Zhai, Runtian, Dan, Chen, Kolter, Zico, Ravikumar, Pradeep

arXiv.org Machine Learning 

It has now been well established that empirical risk minimization (ERM) can empirically achieve high test performance on a variety of tasks, particularly with modern overparameterized models where the number of parameters is much larger than the number of training samples. This strong performance of ERM however has been shown to degrade under distributional shift, where the training and test distributions are different [HS15, BGO16, Tat17]. There are two broad categories of distribution shift studied in recent years. The first is domain generalization, where the training distribution is a mixture of environments, while the test distribution contains new environments that do not appear in the training distribution.

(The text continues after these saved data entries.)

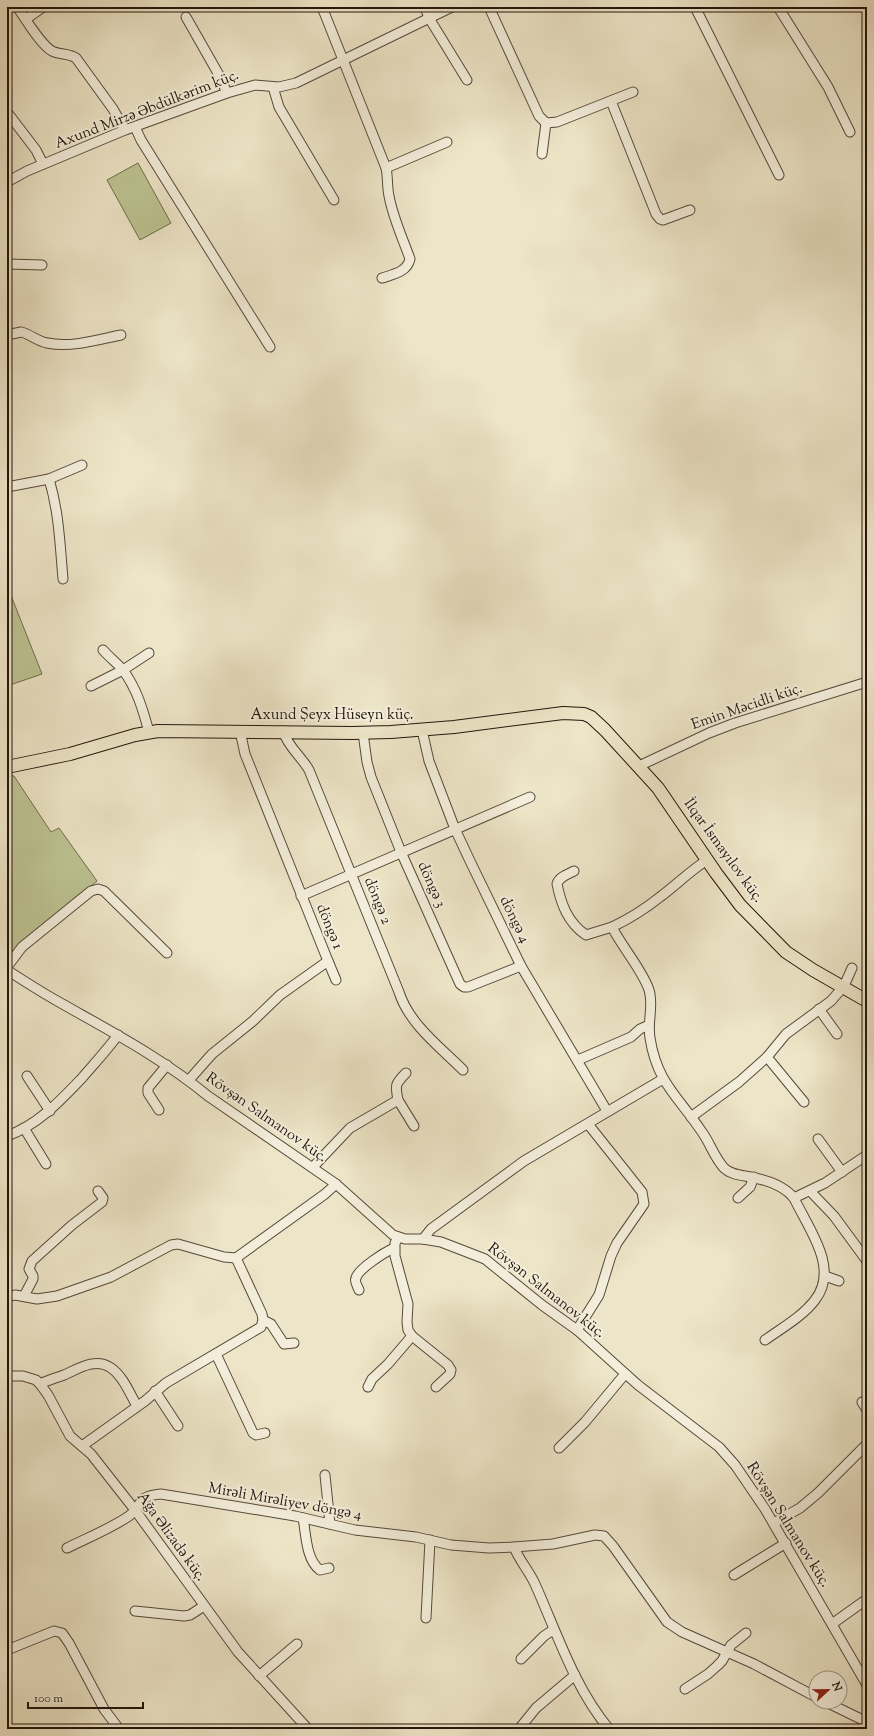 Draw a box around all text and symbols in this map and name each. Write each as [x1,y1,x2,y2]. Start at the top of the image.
street label: Axund Mirzə Əbdülkərim küç. [52,65,242,155]
street label: Emin Məcidli küç. [689,678,805,736]
street label: Axund Şeyx Hüseyn küç. [250,705,414,726]
street label: İlqar İsmayılov küç. [678,794,769,907]
street label: döngə 3 [412,859,450,911]
street label: döngə 2 [358,874,396,928]
street label: döngə 4 [494,893,535,947]
street label: döngə 1 [310,901,348,953]
street label: Rövşən Salmanov küç. [201,1068,331,1168]
street label: Rövşən Salmanov küç. [483,1238,609,1344]
street label: Rövşən Salmanov küç. [741,1458,835,1592]
street label: Mirəli Mirəliyev döngə 4 [207,1478,364,1526]
street label: Ağa Əlizadə küç. [131,1488,211,1586]
north arrow [808,1670,848,1710]
text: N [827,1679,845,1694]
scale bar [28,1684,143,1710]
text: 100 m [34,1690,63,1708] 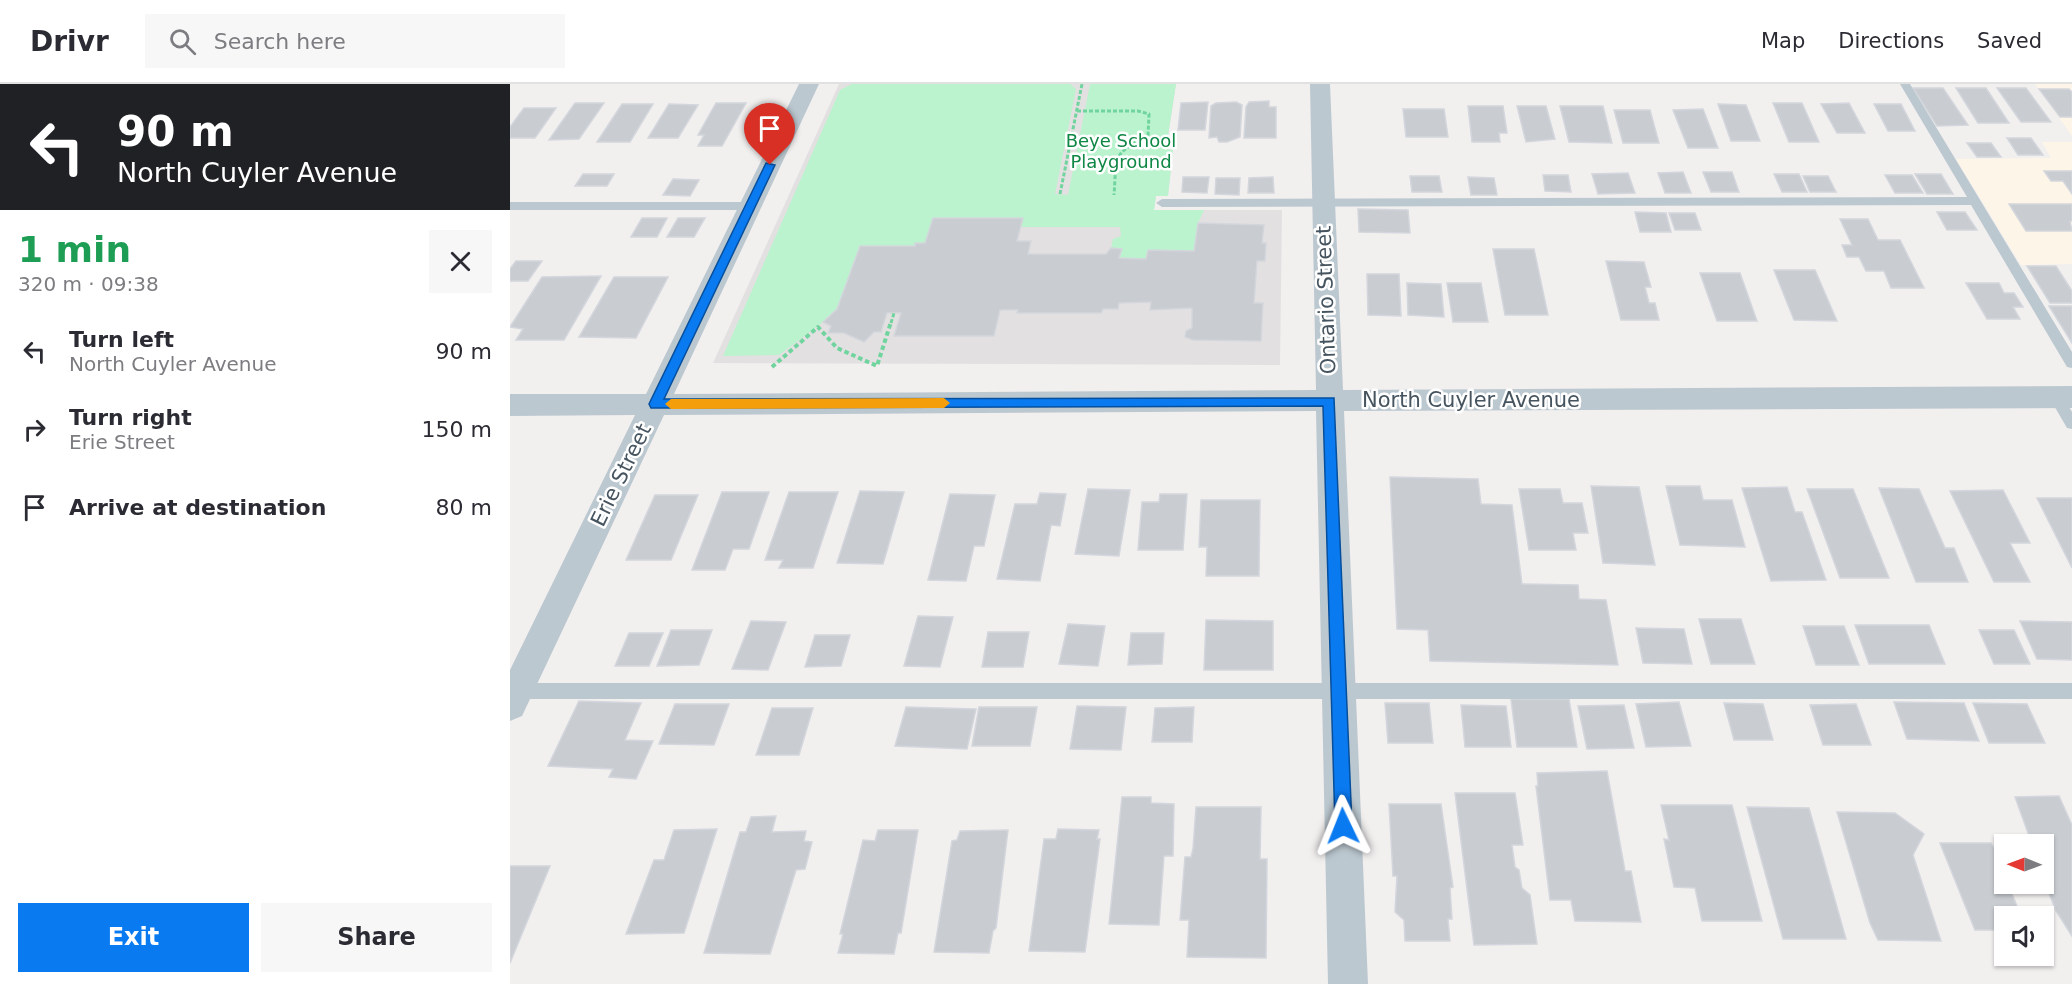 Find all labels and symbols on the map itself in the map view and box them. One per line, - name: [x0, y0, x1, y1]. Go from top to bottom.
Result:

The hope in such cases is to learn "invariant features" that do not change across environments, in contrast to spurious features, such as the background in image classification instead of the object, and negation words such as "not" and "never" in language sentiment analysis instead of the sentence meaning itself. However, it has been empirically shown that overparameterized models trained via ERM tend to learn spurious features. The second is subpopulation shift, where the training distribution consists of a number of groups, and the test distribution is the groupconditional distribution of any group (or more generally, an arbitrary mixture of the training groups). Such subpopulation shift occurs in the context of fair machine learning, where the dataset is divided into demographic groups, and it is of interest to perform well on all such groups; as well as in learning with imbalanced classes, where each class is a group, and the model needs to perform well on all classes. While overparameterized models trained via ERM can achieve high average performance over the entire data domain, they have been shown to have low performance on underrepresented data subpopulations.